Con la Bossi-Fini è possibile presentare le domande solo a partire dal giorno
della pubblicazione del decreto flussi; ecco quindi che alla gara a chi arriva
prima che già esisteva, si è aggiunta l’ulteriore gara a chi arriva primo
alla "soffiata" relativa alla pubblicazione imminente del decreto
flussi sulla Gazzetta Ufficiale. Ci sono i "bene informati" che
riescono ad "indovinare" la data di pubblicazione e quindi a portare
il loro pacco di pratiche vendute naturalmente a caro prezzo a chi
spasmodicamente cerca un modo per regolarizzare la propria posizione in Italia,
perché di fatto questa è una forma di regolarizzazione, anche se "a cruna
dell’ago" per cui il passaggio è strettissimo. Naturalmente tutto questo
produce irregolarità, violazione della legge, evasione fiscale, evasione
contributiva e, infine, impoverimento.
Il
contratto di soggiorno
L’elemento "qualificante" della legge Bossi-Fini è il contratto di
soggiorno. Durante la campagna elettorale, precedentemente l’approvazione
della legge Bossi-Fini, il contratto di soggiorno era usato come slogan per dire
"Lo straniero non potrà soggiornare in Italia un minuto in più della
durata del contratto di lavoro". Per fortuna esistono le convenzioni
internazionali relative alla condizione giuridica dello straniero cui l’Italia
ha dato adesione, che sono particolarmente tutelate nel nostro ordinamento in
quanto la Costituzione (art. 10, comma 2) obbliga il legislatore italiano a
conformarsi ad esse.
L’esistenza di queste norme internazionali ha consentito di non portare alle
estreme conseguenze questo slogan e quindi di continuare a garantire la
possibilità per colui che entra in uno stato di disoccupazione di rimanere in
Italia per un periodo determinato al fine di cercare una nuova occupazione. Si
precisa che questo periodo è stato però dimezzato da un anno a sei mesi (art.

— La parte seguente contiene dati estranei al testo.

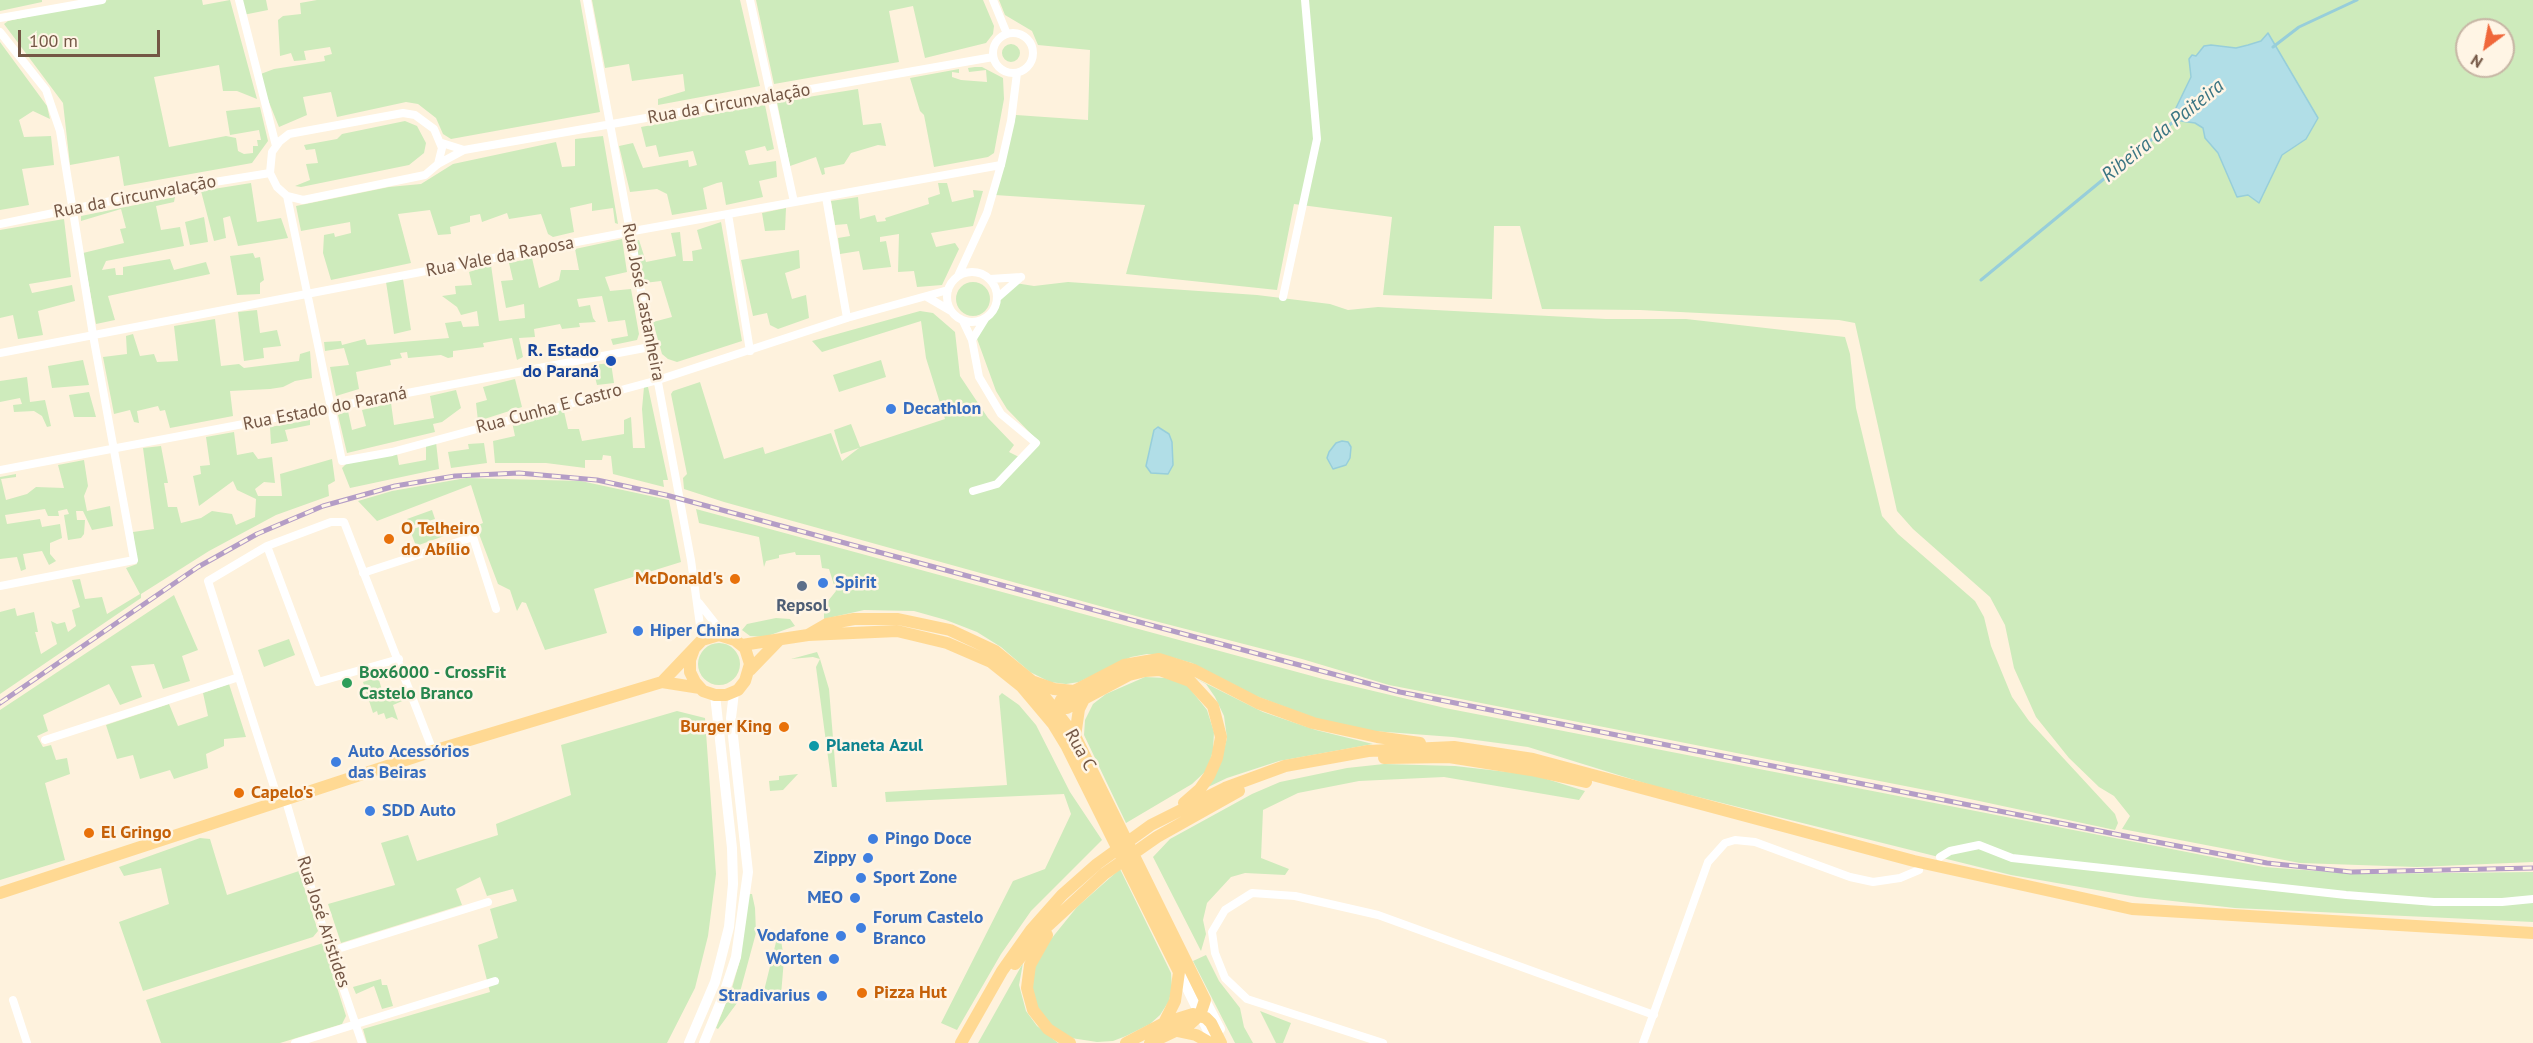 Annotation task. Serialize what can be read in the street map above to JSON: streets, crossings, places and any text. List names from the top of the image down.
{
  "streets": {
    "main road": ["Rua C"],
    "street": [
      "Rua da Circunvalação",
      "Rua Vale da Raposa",
      "Rua José Castanheira",
      "Rua Estado do Paraná",
      "Rua Cunha E Castro",
      "Rua José Aristides"
    ]
  },
  "crossings": [
    ["Rua da Circunvalação", "Rua José Castanheira"],
    ["Rua Vale da Raposa", "Rua José Castanheira"],
    ["Rua José Castanheira", "Rua Estado do Paraná"],
    ["Rua José Castanheira", "Rua Cunha E Castro"],
    ["Rua José Castanheira", "Rua C"],
    ["Rua Estado do Paraná", "Rua Cunha E Castro"]
  ],
  "water": ["Ribeira da Paiteira"],
  "places": [
    "R. Estado do Paraná",
    "Decathlon",
    "O Telheiro do Abílio",
    "McDonald's",
    "Spirit",
    "Repsol",
    "Hiper China",
    "Box6000 - CrossFit Castelo Branco",
    "Burger King",
    "Planeta Azul",
    "Auto Acessórios das Beiras",
    "Capelo's",
    "SDD Auto",
    "El Gringo",
    "Pingo Doce",
    "Zippy",
    "Sport Zone",
    "MEO",
    "Forum Castelo Branco",
    "Vodafone",
    "Worten",
    "Pizza Hut",
    "Stradivarius"
  ],
  "scale_bar": "100 m",
  "north": "bottom left"
} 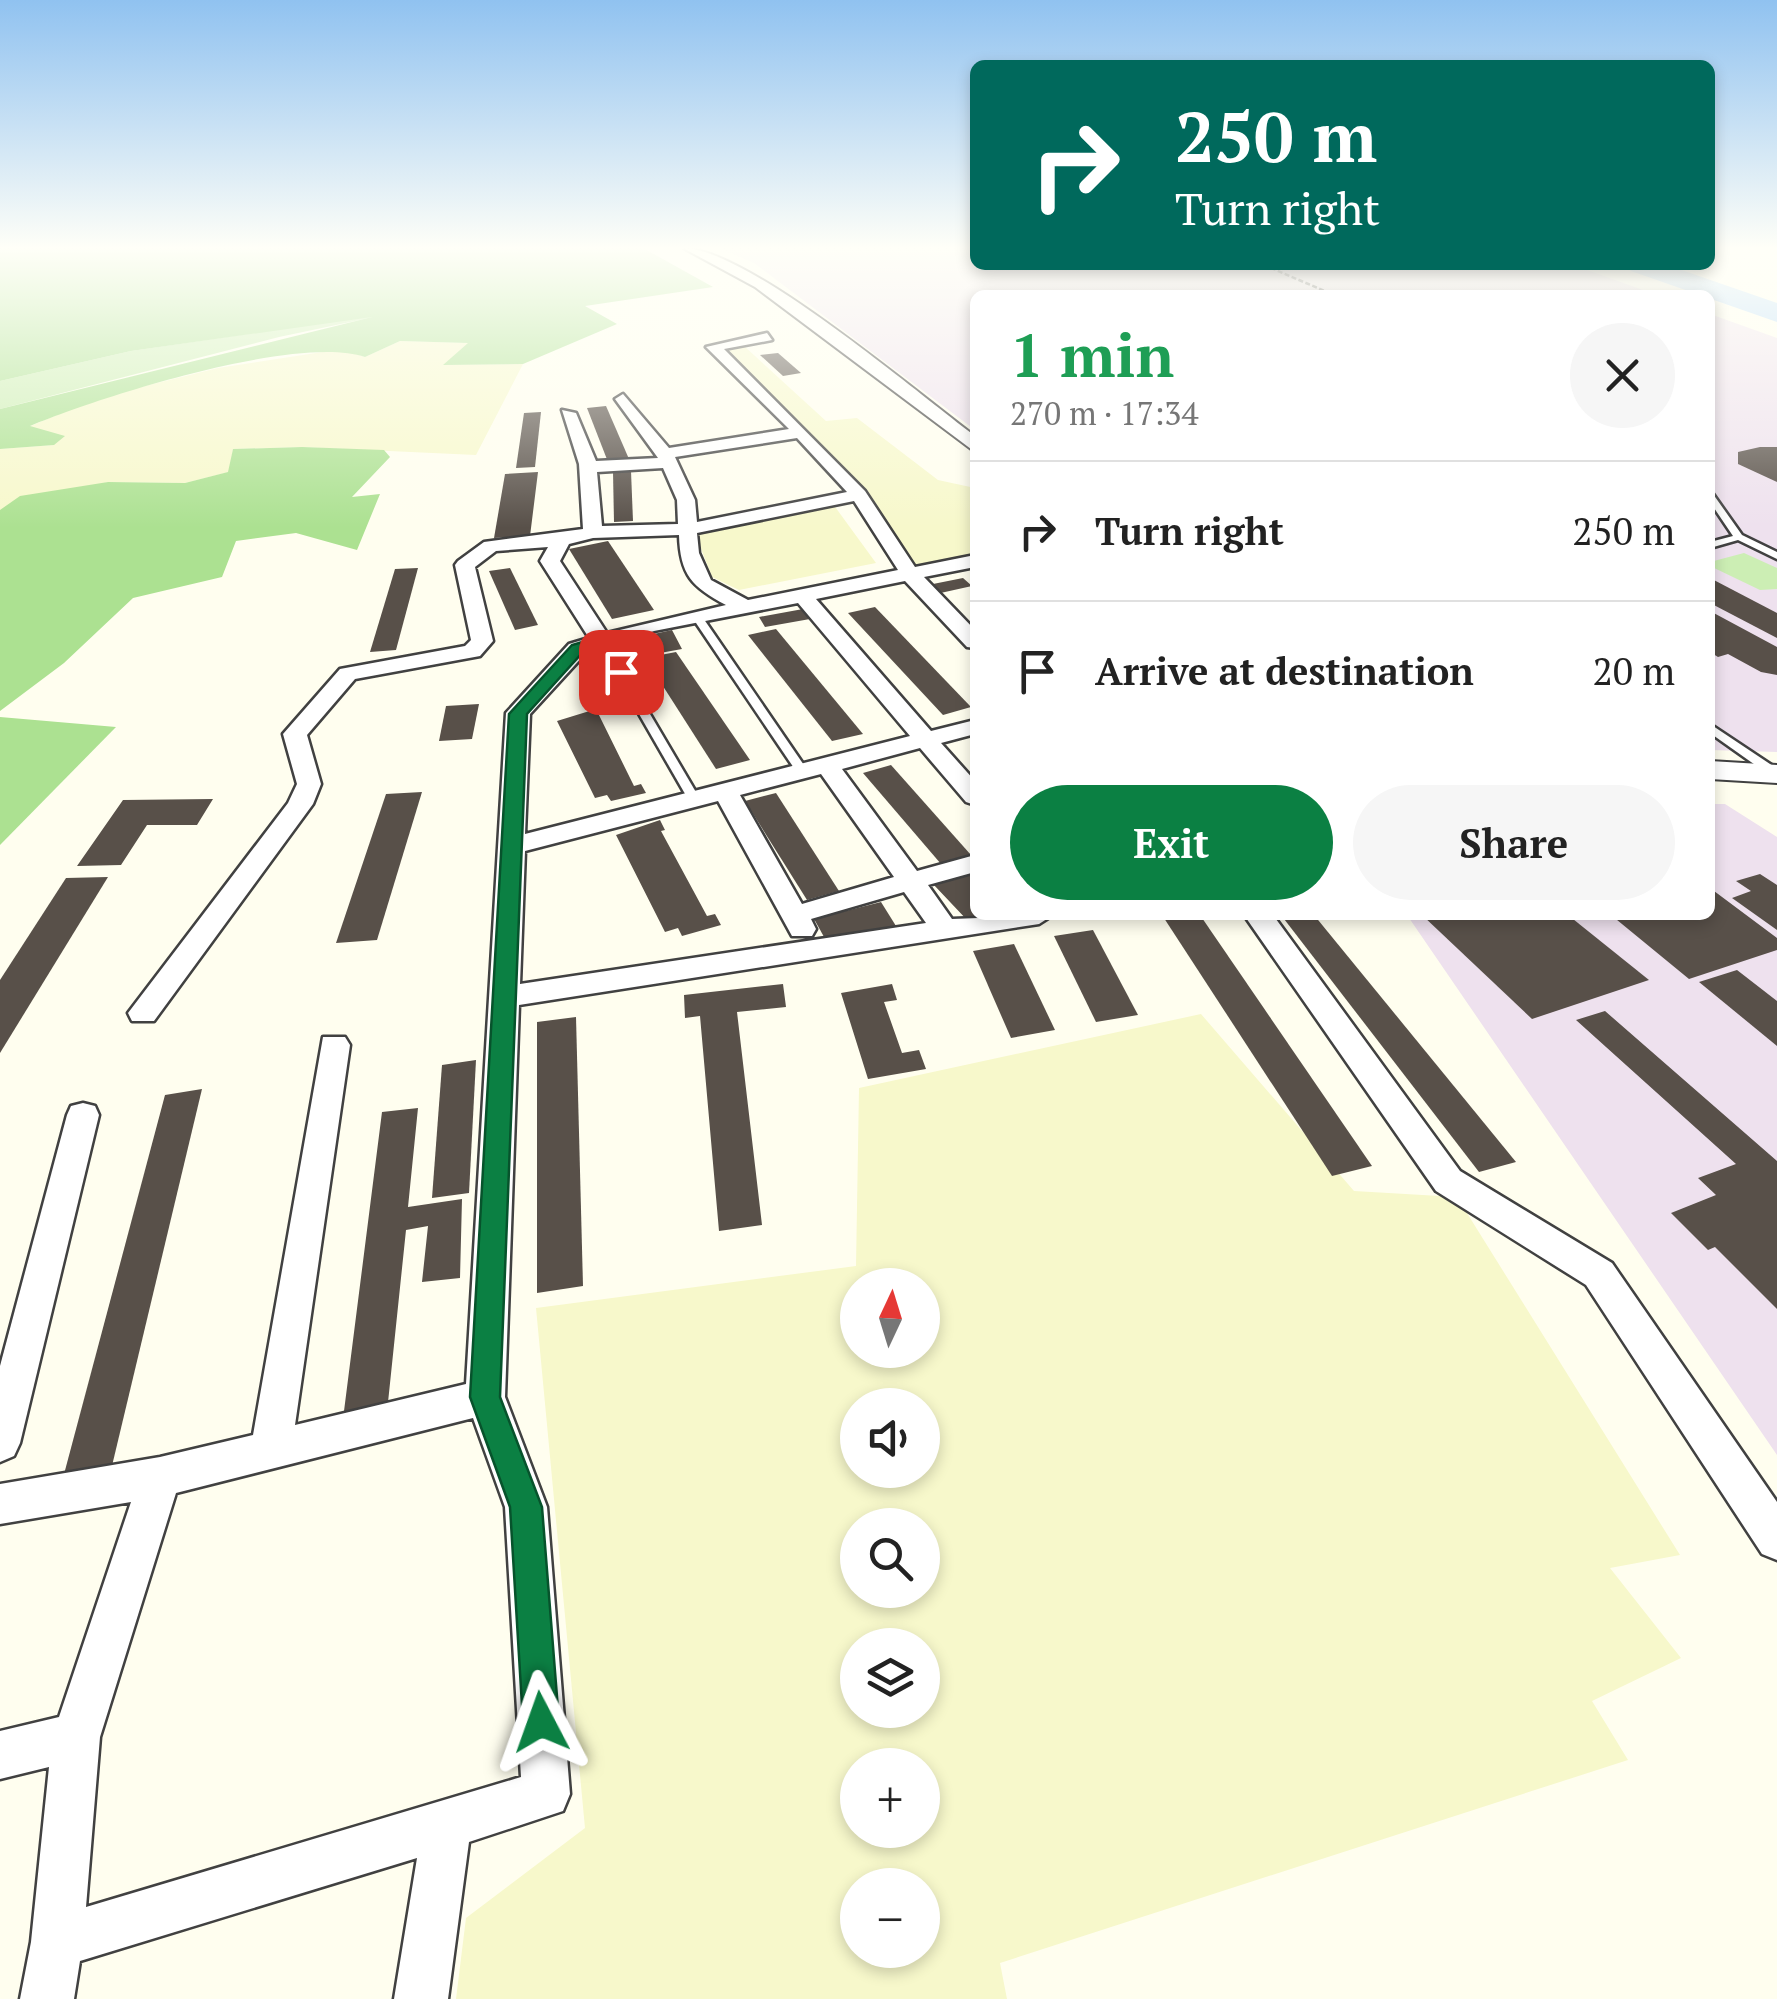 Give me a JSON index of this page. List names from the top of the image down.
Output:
{
  "north": "top",
  "page": {
    "turn": ["250 m", "Turn right"],
    "heading": ["1 min", "270 m · 17:34"],
    "list": [
      {
        "name": "Turn right",
        "value": "250 m"
      },
      {
        "name": "Arrive at destination",
        "value": "20 m"
      }
    ],
    "buttons": ["Exit", "Share"],
    "map_buttons": ["+", "−"]
  }
} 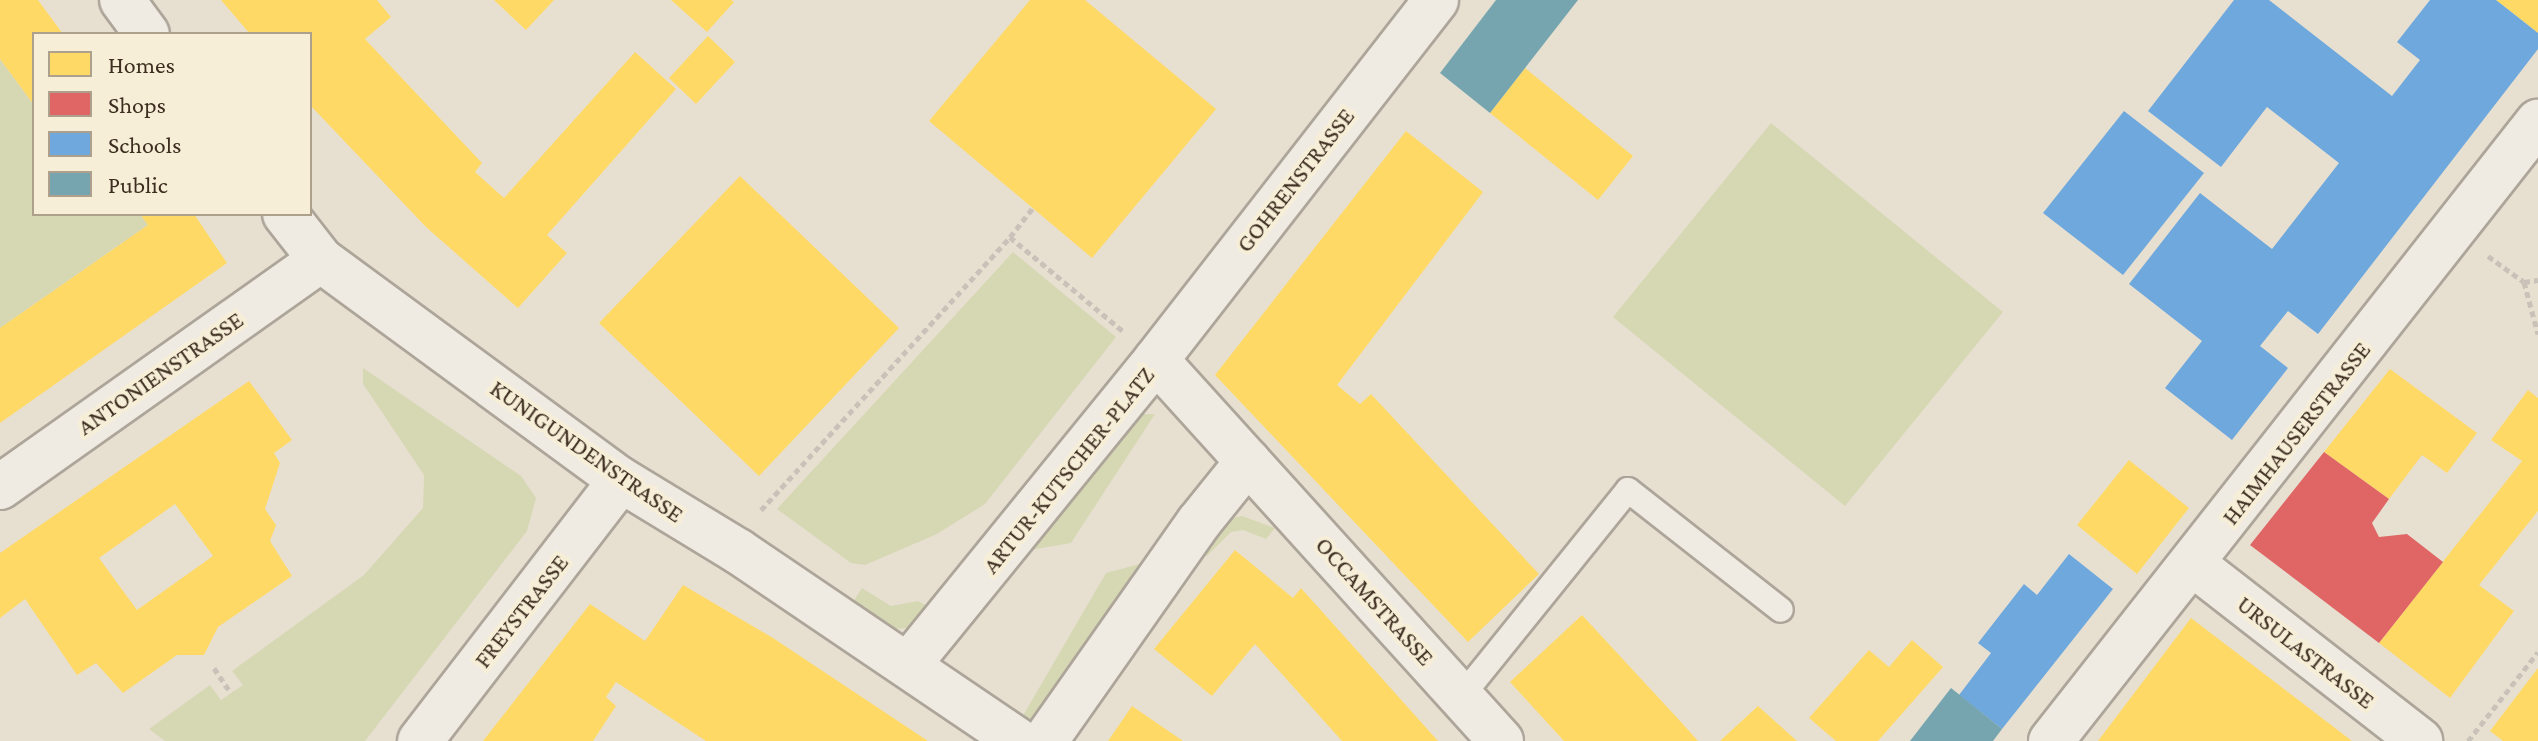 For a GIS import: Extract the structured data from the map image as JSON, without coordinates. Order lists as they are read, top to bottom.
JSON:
{
  "streets": {
    "street": [
      "GOHRENSTRASSE",
      "ANTONIENSTRASSE",
      "HAIMHAUSERSTRASSE",
      "KUNIGUNDENSTRASSE",
      "ARTUR-KUTSCHER-PLATZ",
      "OCCAMSTRASSE",
      "FREYSTRASSE",
      "URSULASTRASSE"
    ]
  },
  "crossings": [
    ["GOHRENSTRASSE", "ARTUR-KUTSCHER-PLATZ"],
    ["ANTONIENSTRASSE", "KUNIGUNDENSTRASSE"],
    ["HAIMHAUSERSTRASSE", "URSULASTRASSE"],
    ["KUNIGUNDENSTRASSE", "ARTUR-KUTSCHER-PLATZ"],
    ["KUNIGUNDENSTRASSE", "FREYSTRASSE"],
    ["ARTUR-KUTSCHER-PLATZ", "OCCAMSTRASSE"]
  ],
  "legend": [
    "Homes",
    "Shops",
    "Schools",
    "Public"
  ]
}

22, comma 11, T.U. sull’Immigrazione), che non sono tanti dal momento che
buona parte di questo periodo è "mangiati" dall’attesa del permesso
di soggiorno per ricerca di occupazione, considerato che, quando lo straniero lo
ritira ha la sorpresa di scoprire che la data di decorrenza iniziale non è la
data corrispondente al momento del rilascio, ma la data corrispondente al
momento in cui è stata presentata la domanda.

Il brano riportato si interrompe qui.